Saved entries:
+ + + +
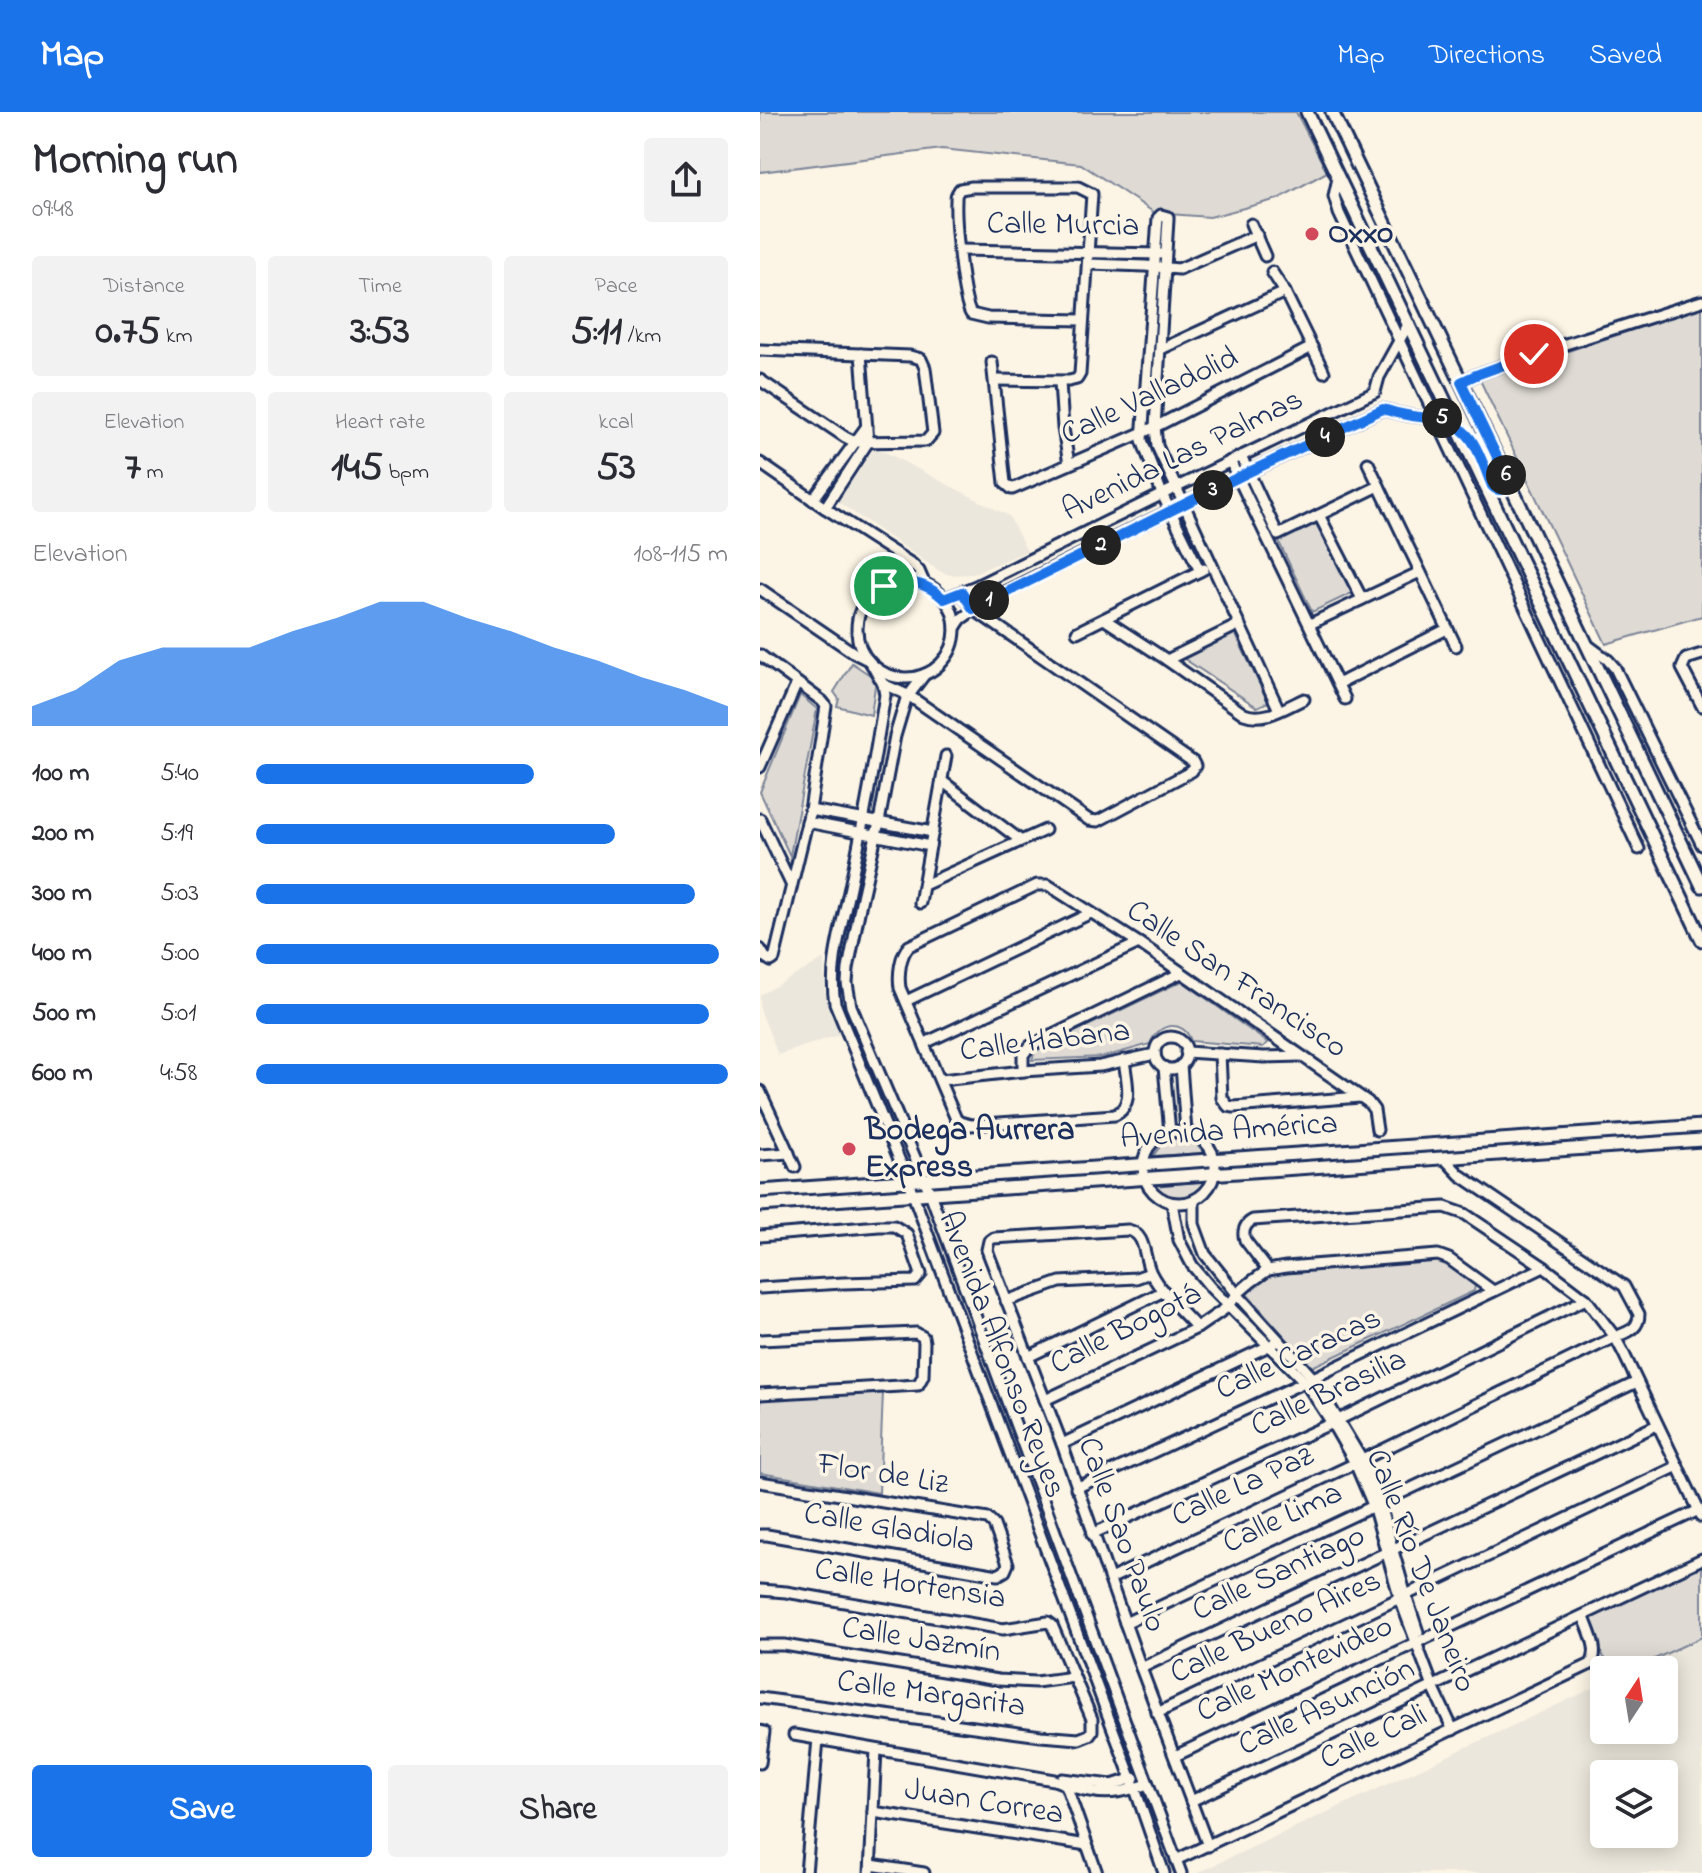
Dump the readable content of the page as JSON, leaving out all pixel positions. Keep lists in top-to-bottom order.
{
  "streets": {
    "main road": ["Avenida América"],
    "street": [
      "Calle Murcia",
      "Calle Valladolid",
      "Avenida Las Palmas",
      "Calle San Francisco",
      "Calle Habana",
      "Calle Bogotá",
      "Avenida Alfonso Reyes",
      "Calle Caracas",
      "Calle Brasilia",
      "Flor de Liz",
      "Calle La Paz",
      "Calle Lima",
      "Calle Gladiola",
      "Calle Sao Paulo",
      "Calle Río De Janeiro",
      "Calle Santiago",
      "Calle Hortensia",
      "Calle Bueno Aires",
      "Calle Jazmín",
      "Calle Montevideo",
      "Calle Margarita",
      "Calle Asunción",
      "Calle Cali",
      "Juan Correa"
    ]
  },
  "crossings": [
    ["Avenida Las Palmas", "Avenida Alfonso Reyes"],
    ["Avenida América", "Avenida Alfonso Reyes"],
    ["Calle Bogotá", "Calle Sao Paulo"],
    ["Calle Bogotá", "Calle Río De Janeiro"],
    ["Avenida Alfonso Reyes", "Calle Cali"],
    ["Calle Caracas", "Calle Sao Paulo"],
    ["Calle Caracas", "Calle Río De Janeiro"],
    ["Calle Brasilia", "Calle Sao Paulo"],
    ["Calle Brasilia", "Calle Río De Janeiro"],
    ["Flor de Liz", "Calle Gladiola"],
    ["Calle La Paz", "Calle Sao Paulo"],
    ["Calle La Paz", "Calle Río De Janeiro"],
    ["Calle Lima", "Calle Sao Paulo"],
    ["Calle Lima", "Calle Río De Janeiro"],
    ["Calle Sao Paulo", "Calle Santiago"],
    ["Calle Sao Paulo", "Calle Bueno Aires"],
    ["Calle Sao Paulo", "Calle Montevideo"],
    ["Calle Sao Paulo", "Calle Asunción"],
    ["Calle Sao Paulo", "Calle Cali"],
    ["Calle Río De Janeiro", "Calle Santiago"],
    ["Calle Río De Janeiro", "Calle Bueno Aires"],
    ["Calle Río De Janeiro", "Calle Montevideo"],
    ["Calle Río De Janeiro", "Calle Asunción"],
    ["Calle Río De Janeiro", "Calle Cali"],
    ["Calle Hortensia", "Calle Jazmín"],
    ["Calle Hortensia", "Calle Margarita"],
    ["Calle Jazmín", "Calle Margarita"],
    ["Calle Asunción", "Calle Cali"]
  ],
  "places": ["Oxxo", "Bodega Aurrera Express"],
  "north": "top",
  "page": {
    "header": "Map",
    "nav": ["Map", "Directions", "Saved"],
    "heading": ["Morning run", "09:48"],
    "stats": [
      ["Distance", "0.75 km"],
      ["Time", "3:53"],
      ["Pace", "5:11 /km"],
      ["Elevation", "7 m"],
      ["Heart rate", "145 bpm"],
      ["kcal", "53"]
    ],
    "pins": [
      "5",
      "4",
      "6",
      "3",
      "2",
      "1"
    ],
    "chart": ["Elevation", "108–115 m"],
    "list": [
      {
        "name": "100 m",
        "note": "5:40"
      },
      {
        "name": "200 m",
        "note": "5:19"
      },
      {
        "name": "300 m",
        "note": "5:03"
      },
      {
        "name": "400 m",
        "note": "5:00"
      },
      {
        "name": "500 m",
        "note": "5:01"
      },
      {
        "name": "600 m",
        "note": "4:58"
      }
    ],
    "buttons": ["Save", "Share"]
  }
}
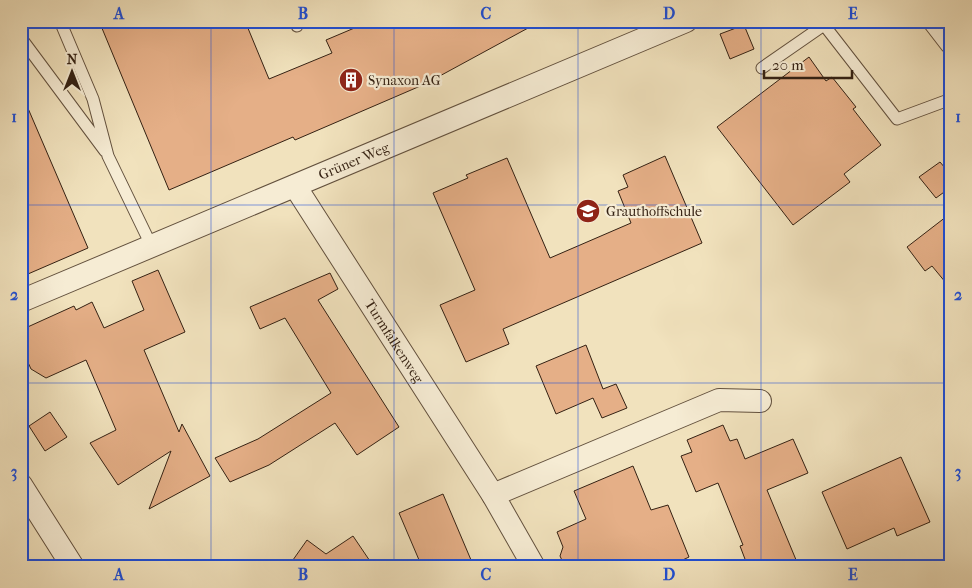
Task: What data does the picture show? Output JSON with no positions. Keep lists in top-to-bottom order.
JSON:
{
  "streets": {
    "street": ["Grüner Weg", "Turmfalkenweg"]
  },
  "crossings": [
    ["Grüner Weg", "Turmfalkenweg"]
  ],
  "places": {
    "building": ["Synaxon AG"],
    "school or university": ["Grauthoffschule"]
  },
  "scale_bar": "20 m",
  "north": "top",
  "grid": {
    "columns": [
      "A",
      "B",
      "C",
      "D",
      "E"
    ],
    "rows": ["1", "2", "3"]
  }
}
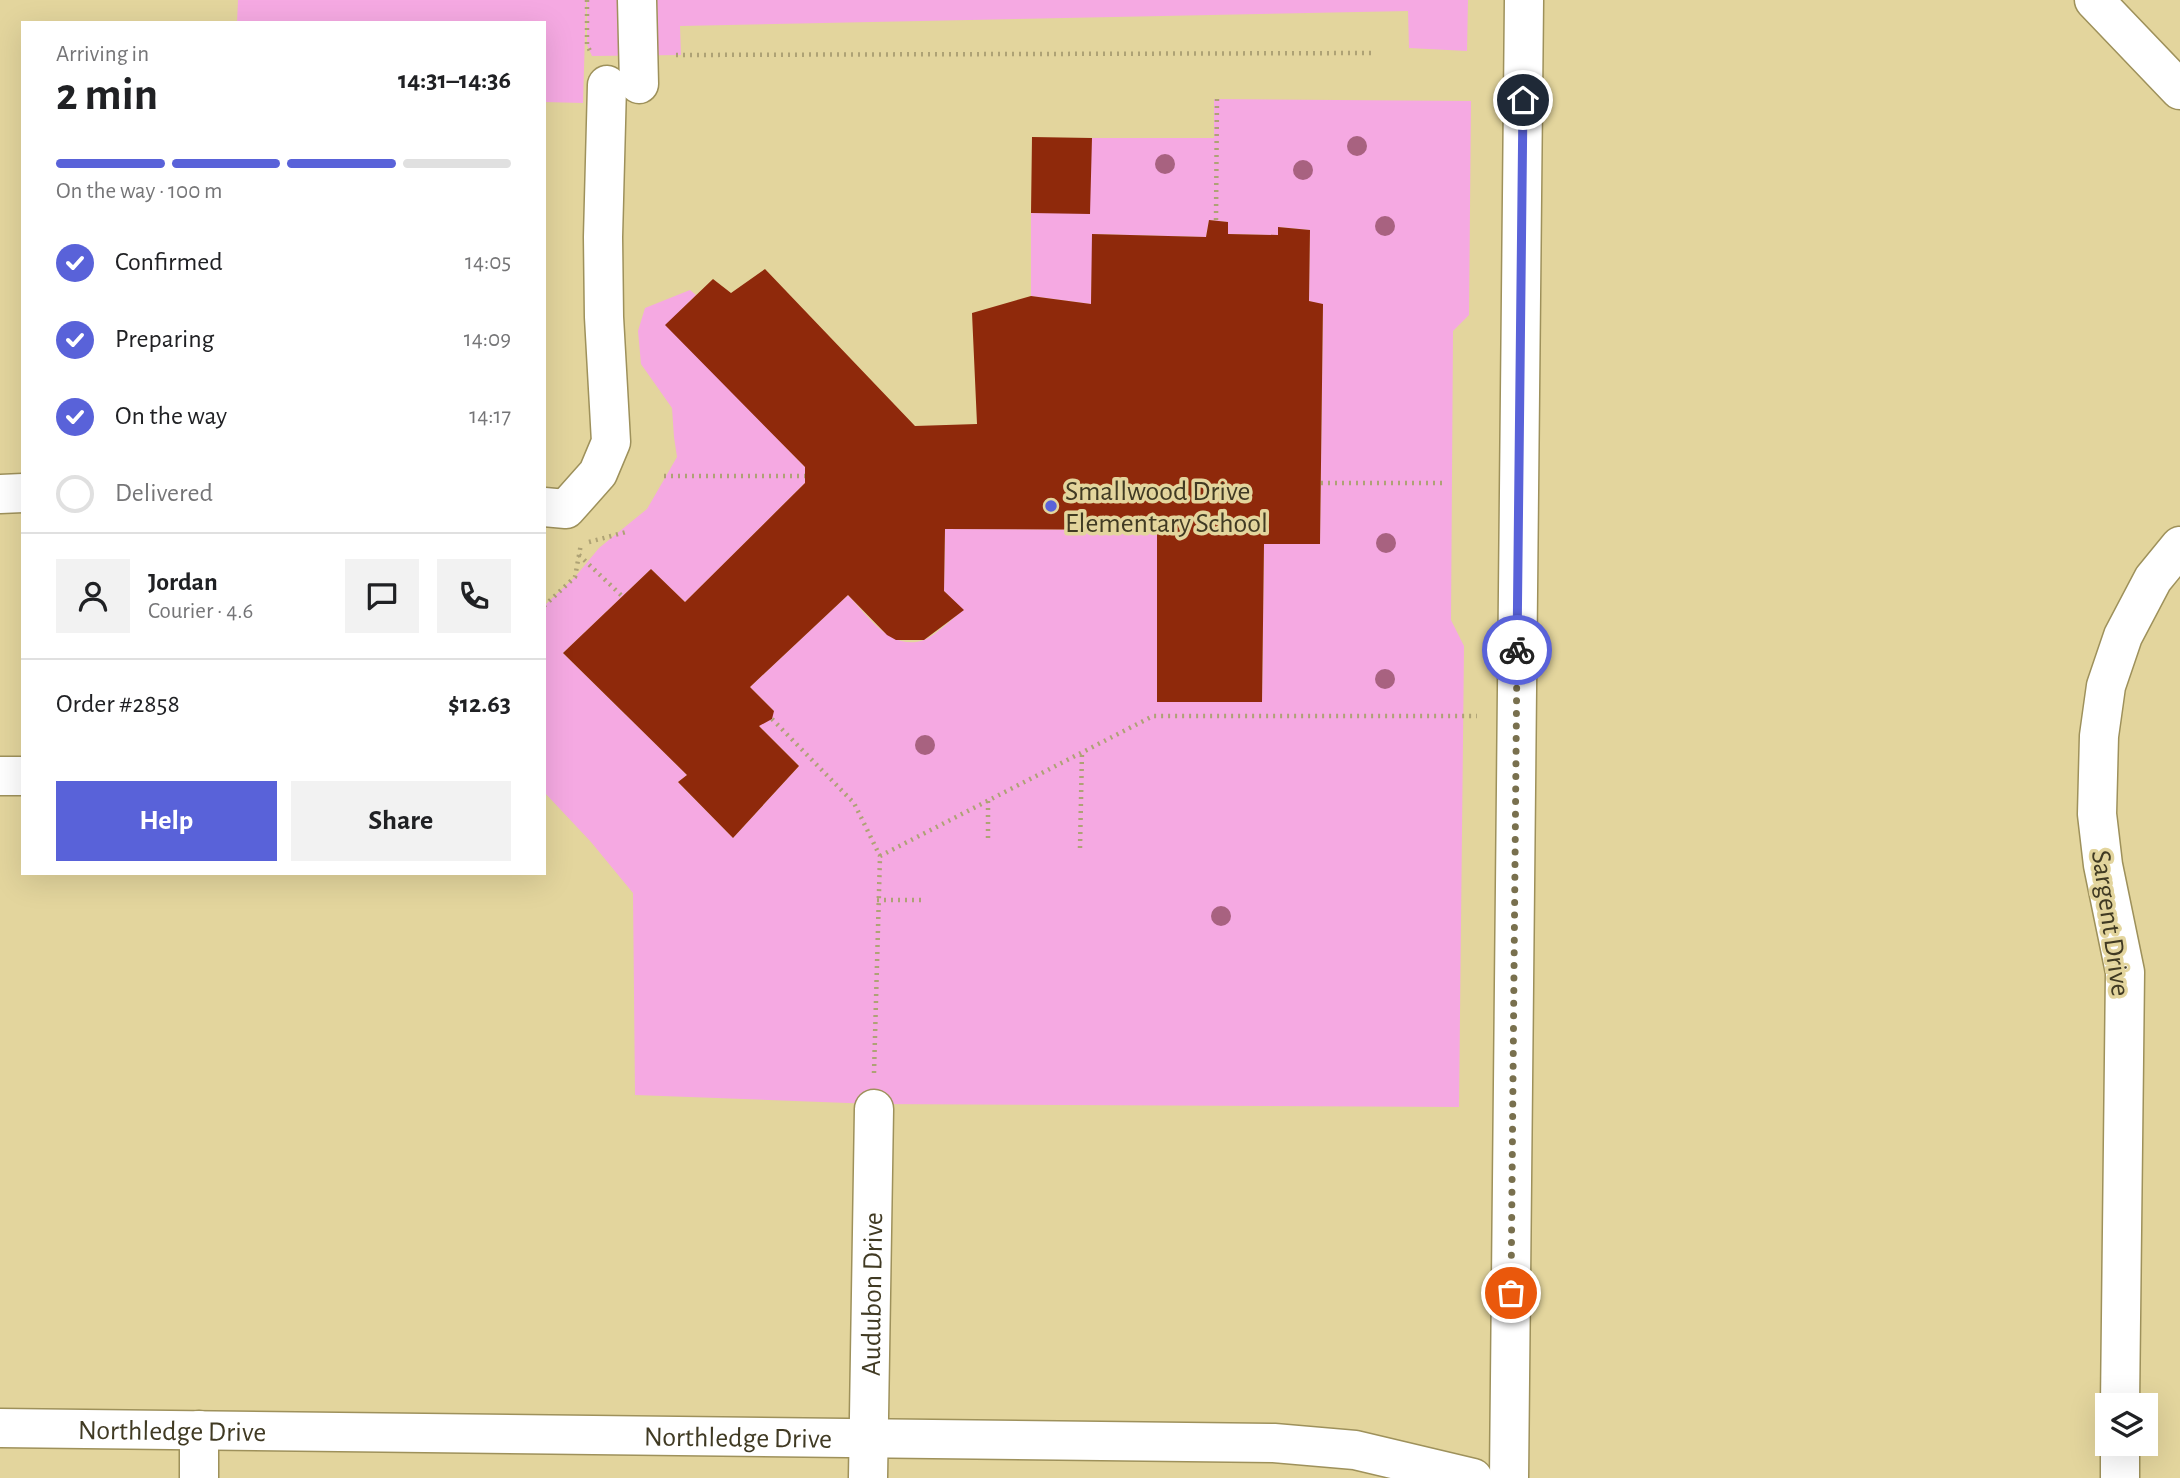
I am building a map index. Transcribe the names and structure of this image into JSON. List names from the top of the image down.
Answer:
{
  "streets": {
    "street": ["Sargent Drive", "Audubon Drive", "Northledge Drive"]
  },
  "crossings": [
    ["Audubon Drive", "Northledge Drive"]
  ],
  "places": ["Smallwood Drive Elementary School"],
  "page": {
    "heading": ["2 min", "Arriving in", "14:31–14:36"],
    "panel": [
      "Jordan",
      "Courier · 4.6",
      "Order #2858",
      "$12.63"
    ],
    "bar": "On the way · 100 m",
    "list": [
      ["Confirmed", "14:05"],
      ["Preparing", "14:09"],
      ["On the way", "14:17"],
      "Delivered"
    ],
    "buttons": ["Help", "Share"]
  }
}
+ + + +
EXERCISE PROMPT =>
Return each line above exactly; any pictures are to be skipped.

RESULT OF THIS TASK =>
Dump the readable content of the page as JSON, leaving out all pixel positions. Keep lists in top-to-bottom order.
{
  "streets": {
    "main road": ["Avenida América"],
    "street": [
      "Calle Murcia",
      "Calle Valladolid",
      "Avenida Las Palmas",
      "Calle San Francisco",
      "Calle Habana",
      "Calle Bogotá",
      "Avenida Alfonso Reyes",
      "Calle Caracas",
      "Calle Brasilia",
      "Flor de Liz",
      "Calle La Paz",
      "Calle Lima",
      "Calle Gladiola",
      "Calle Sao Paulo",
      "Calle Río De Janeiro",
      "Calle Santiago",
      "Calle Hortensia",
      "Calle Bueno Aires",
      "Calle Jazmín",
      "Calle Montevideo",
      "Calle Margarita",
      "Calle Asunción",
      "Calle Cali",
      "Juan Correa"
    ]
  },
  "crossings": [
    ["Avenida Las Palmas", "Avenida Alfonso Reyes"],
    ["Avenida América", "Avenida Alfonso Reyes"],
    ["Calle Bogotá", "Calle Sao Paulo"],
    ["Calle Bogotá", "Calle Río De Janeiro"],
    ["Avenida Alfonso Reyes", "Calle Cali"],
    ["Calle Caracas", "Calle Sao Paulo"],
    ["Calle Caracas", "Calle Río De Janeiro"],
    ["Calle Brasilia", "Calle Sao Paulo"],
    ["Calle Brasilia", "Calle Río De Janeiro"],
    ["Flor de Liz", "Calle Gladiola"],
    ["Calle La Paz", "Calle Sao Paulo"],
    ["Calle La Paz", "Calle Río De Janeiro"],
    ["Calle Lima", "Calle Sao Paulo"],
    ["Calle Lima", "Calle Río De Janeiro"],
    ["Calle Sao Paulo", "Calle Santiago"],
    ["Calle Sao Paulo", "Calle Bueno Aires"],
    ["Calle Sao Paulo", "Calle Montevideo"],
    ["Calle Sao Paulo", "Calle Asunción"],
    ["Calle Sao Paulo", "Calle Cali"],
    ["Calle Río De Janeiro", "Calle Santiago"],
    ["Calle Río De Janeiro", "Calle Bueno Aires"],
    ["Calle Río De Janeiro", "Calle Montevideo"],
    ["Calle Río De Janeiro", "Calle Asunción"],
    ["Calle Río De Janeiro", "Calle Cali"],
    ["Calle Hortensia", "Calle Jazmín"],
    ["Calle Hortensia", "Calle Margarita"],
    ["Calle Jazmín", "Calle Margarita"],
    ["Calle Asunción", "Calle Cali"]
  ],
  "places": ["Oxxo", "Bodega Aurrera Express"],
  "north": "top",
  "page": {
    "header": "Map",
    "nav": ["Map", "Directions", "Saved"],
    "heading": ["Morning run", "09:48"],
    "stats": [
      ["Distance", "0.75 km"],
      ["Time", "3:53"],
      ["Pace", "5:11 /km"],
      ["Elevation", "7 m"],
      ["Heart rate", "145 bpm"],
      ["kcal", "53"]
    ],
    "pins": [
      "5",
      "4",
      "6",
      "3",
      "2",
      "1"
    ],
    "chart": ["Elevation", "108–115 m"],
    "list": [
      {
        "name": "100 m",
        "note": "5:40"
      },
      {
        "name": "200 m",
        "note": "5:19"
      },
      {
        "name": "300 m",
        "note": "5:03"
      },
      {
        "name": "400 m",
        "note": "5:00"
      },
      {
        "name": "500 m",
        "note": "5:01"
      },
      {
        "name": "600 m",
        "note": "4:58"
      }
    ],
    "buttons": ["Save", "Share"]
  }
}
Task: What data does the picture show? Output JSON with no positions. Keep lists in top-to-bottom order.
JSON:
{
  "streets": {
    "street": ["Grüner Weg", "Turmfalkenweg"]
  },
  "crossings": [
    ["Grüner Weg", "Turmfalkenweg"]
  ],
  "places": {
    "building": ["Synaxon AG"],
    "school or university": ["Grauthoffschule"]
  },
  "scale_bar": "20 m",
  "north": "top",
  "grid": {
    "columns": [
      "A",
      "B",
      "C",
      "D",
      "E"
    ],
    "rows": ["1", "2", "3"]
  }
}
I am building a map index. Transcribe the names and structure of this image into JSON. List names from the top of the image down.
Answer:
{
  "streets": {
    "street": ["Sargent Drive", "Audubon Drive", "Northledge Drive"]
  },
  "crossings": [
    ["Audubon Drive", "Northledge Drive"]
  ],
  "places": ["Smallwood Drive Elementary School"],
  "page": {
    "heading": ["2 min", "Arriving in", "14:31–14:36"],
    "panel": [
      "Jordan",
      "Courier · 4.6",
      "Order #2858",
      "$12.63"
    ],
    "bar": "On the way · 100 m",
    "list": [
      ["Confirmed", "14:05"],
      ["Preparing", "14:09"],
      ["On the way", "14:17"],
      "Delivered"
    ],
    "buttons": ["Help", "Share"]
  }
}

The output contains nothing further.